Retailers put off by ‘killer’ business rates

Mick and Carol Wright with their son Dean, behind the counter at Wrights of Louth. EMN-150107-131305001
Mick and Carol Wright with their son Dean, behind the counter at Wrights of Louth. EMN-150107-131305001

The former Wrights of Louth premises could become an extension of the Studio 2000 School of Dance - after other potential tenants were put off by “killer” business rates.

A ‘change of use’ application has been submitted to East Lindsey District Council by Mick and Carol Wright, which would see the former newsagent’s shop become part of the adjoining dance studio which is 
owned by their daughter, Nicky Wright.

Studio 2000 currently has over 200 pupils and will soon be taking on new teachers, so an additional large room for teaching would be a welcome extension for Nicky and 
her colleagues.

Carol Wright said: “Hopefully this will go through, meaning that Nicky can employ more teachers and put on more lessons for the pupils.

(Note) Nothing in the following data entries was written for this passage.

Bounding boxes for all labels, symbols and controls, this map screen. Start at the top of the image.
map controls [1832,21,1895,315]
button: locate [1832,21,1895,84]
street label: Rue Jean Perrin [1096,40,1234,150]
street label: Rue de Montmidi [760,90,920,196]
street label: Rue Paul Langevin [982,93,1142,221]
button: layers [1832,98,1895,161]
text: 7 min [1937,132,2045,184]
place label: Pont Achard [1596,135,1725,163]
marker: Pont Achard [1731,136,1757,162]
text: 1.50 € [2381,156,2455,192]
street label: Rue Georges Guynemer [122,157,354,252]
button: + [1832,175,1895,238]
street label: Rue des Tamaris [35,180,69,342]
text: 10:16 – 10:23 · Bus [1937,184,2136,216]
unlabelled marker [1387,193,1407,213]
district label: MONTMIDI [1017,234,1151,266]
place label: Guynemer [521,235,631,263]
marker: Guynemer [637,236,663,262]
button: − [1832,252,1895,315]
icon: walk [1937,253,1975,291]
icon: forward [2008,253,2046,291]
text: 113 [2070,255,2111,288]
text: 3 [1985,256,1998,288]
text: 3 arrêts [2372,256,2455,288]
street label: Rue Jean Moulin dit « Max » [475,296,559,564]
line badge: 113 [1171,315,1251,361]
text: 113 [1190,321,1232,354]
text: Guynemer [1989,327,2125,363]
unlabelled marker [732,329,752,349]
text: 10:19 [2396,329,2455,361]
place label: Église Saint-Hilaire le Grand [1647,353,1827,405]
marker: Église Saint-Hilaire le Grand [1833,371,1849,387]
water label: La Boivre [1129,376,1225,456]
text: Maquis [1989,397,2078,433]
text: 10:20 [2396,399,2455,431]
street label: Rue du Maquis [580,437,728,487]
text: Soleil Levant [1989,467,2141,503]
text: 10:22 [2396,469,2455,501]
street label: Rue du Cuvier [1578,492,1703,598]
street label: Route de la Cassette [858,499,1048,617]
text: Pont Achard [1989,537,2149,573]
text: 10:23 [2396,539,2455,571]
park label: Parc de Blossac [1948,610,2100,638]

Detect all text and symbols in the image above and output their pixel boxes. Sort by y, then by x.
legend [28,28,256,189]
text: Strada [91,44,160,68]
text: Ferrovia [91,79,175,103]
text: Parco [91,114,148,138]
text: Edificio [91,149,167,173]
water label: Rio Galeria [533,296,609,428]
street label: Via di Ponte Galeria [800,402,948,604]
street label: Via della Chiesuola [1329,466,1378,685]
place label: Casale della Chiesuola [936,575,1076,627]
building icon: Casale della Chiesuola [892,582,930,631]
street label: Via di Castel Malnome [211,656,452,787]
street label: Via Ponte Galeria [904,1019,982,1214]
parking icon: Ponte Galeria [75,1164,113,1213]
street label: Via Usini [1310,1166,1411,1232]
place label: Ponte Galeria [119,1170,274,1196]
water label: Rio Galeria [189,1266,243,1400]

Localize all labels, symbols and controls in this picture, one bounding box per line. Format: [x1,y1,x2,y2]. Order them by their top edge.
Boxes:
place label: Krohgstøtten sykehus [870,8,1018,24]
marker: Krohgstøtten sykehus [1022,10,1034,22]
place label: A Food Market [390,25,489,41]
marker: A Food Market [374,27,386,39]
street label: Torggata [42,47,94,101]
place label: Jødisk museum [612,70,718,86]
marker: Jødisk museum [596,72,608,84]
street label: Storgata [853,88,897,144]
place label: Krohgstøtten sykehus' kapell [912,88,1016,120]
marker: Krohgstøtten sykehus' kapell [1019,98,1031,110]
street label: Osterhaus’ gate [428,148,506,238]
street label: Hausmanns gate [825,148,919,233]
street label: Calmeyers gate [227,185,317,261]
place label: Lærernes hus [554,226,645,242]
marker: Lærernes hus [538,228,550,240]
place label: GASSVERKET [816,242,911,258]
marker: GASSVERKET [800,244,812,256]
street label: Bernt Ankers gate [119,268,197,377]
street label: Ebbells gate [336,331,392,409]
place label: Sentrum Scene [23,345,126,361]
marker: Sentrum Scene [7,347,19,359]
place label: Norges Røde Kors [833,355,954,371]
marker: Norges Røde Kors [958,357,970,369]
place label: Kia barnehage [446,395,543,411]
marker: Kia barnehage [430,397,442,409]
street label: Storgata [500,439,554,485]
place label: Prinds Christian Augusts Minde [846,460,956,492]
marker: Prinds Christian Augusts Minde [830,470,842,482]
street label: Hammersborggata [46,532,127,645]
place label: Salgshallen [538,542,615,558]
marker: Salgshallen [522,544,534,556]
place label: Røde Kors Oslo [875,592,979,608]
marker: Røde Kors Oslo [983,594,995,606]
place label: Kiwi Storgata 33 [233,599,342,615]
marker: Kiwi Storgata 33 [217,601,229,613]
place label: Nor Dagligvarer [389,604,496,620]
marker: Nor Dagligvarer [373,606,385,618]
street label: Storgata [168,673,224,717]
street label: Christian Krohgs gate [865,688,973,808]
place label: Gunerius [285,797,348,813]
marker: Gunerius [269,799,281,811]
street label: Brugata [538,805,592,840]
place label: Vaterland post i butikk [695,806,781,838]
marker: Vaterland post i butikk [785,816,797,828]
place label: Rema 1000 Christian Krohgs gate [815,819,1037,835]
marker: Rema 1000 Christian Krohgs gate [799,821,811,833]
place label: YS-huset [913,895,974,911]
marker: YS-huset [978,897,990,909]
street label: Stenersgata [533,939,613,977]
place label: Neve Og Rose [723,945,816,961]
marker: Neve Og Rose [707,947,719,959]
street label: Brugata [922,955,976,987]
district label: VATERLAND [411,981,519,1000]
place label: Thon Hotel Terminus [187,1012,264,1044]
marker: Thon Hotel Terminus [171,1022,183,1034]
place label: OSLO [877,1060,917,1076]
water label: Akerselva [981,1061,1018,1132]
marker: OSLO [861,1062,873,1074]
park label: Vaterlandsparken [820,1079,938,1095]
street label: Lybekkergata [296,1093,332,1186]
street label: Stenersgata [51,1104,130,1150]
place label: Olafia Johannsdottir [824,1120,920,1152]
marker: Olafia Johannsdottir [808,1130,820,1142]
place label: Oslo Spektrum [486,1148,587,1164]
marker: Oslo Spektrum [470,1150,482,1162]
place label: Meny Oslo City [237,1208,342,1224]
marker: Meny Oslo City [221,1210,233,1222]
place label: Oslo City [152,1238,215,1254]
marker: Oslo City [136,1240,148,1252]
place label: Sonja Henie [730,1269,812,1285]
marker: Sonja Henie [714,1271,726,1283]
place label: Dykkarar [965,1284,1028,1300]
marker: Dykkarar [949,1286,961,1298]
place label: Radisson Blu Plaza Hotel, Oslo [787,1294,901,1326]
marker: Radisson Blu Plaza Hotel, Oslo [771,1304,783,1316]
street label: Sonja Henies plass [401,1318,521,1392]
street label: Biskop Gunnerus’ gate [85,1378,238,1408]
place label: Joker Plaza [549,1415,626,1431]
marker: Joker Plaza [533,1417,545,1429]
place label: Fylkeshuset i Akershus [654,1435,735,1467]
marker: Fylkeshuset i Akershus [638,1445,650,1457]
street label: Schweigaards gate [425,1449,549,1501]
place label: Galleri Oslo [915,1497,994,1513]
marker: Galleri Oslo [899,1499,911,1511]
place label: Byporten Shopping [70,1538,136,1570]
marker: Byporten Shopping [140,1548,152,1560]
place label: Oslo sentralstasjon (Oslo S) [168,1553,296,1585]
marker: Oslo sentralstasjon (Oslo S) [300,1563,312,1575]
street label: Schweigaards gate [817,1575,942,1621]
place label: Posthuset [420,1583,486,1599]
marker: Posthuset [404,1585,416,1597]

“We tried to rent the shop out to other retailers for three months, but nobody 
wants it.

“Our rent prices were cheap, but I think that the 
expensive business rates put people off. Ours increased from £10,000 up to £12,000 per year, which 
is a lot of money.”

Carol added: “Business rates are a killer in Louth - it really puts off business owners, so it’s
not helping the town 
centre at all.

“But unfortunately I don’t think this is going 
to change.”

Mrs Wright’s comments come just a few months after Nick Heywood, the owner of Jassies, 
revealed his intention to close down the Jassies Max sweet shop in 
Market Place for 
similar reasons.

In February, Mr Heywood said: “Due to the rent, the VAT and the local rates being too high, the overheads were 
just too 

“The economics don’t justify our sweet shop being on 
that corner. It’s a real shame.”

Mr Heywood intends to consolidate the goods on offer in both his stores into the original 
Jassies branch, which is based in Pawnshop Passage.

Tillett’s boutique also closed their Mercer Row branch in February due to a combination 
of rent prices and high business rates, although the company 
moved into the New Market Hall the following month.

An East Lindsey District Council spokesperson told the Leader: “Business Rates are determined by the Government nationally dependent on location and the rateable value of the property. It’s not a local discretion.

“More information can be found at”

The Wrights of Louth ‘change of use’ application has been validated by East Lindsey District Council, and the decision is expected to be delegated to a planning officer in the coming months.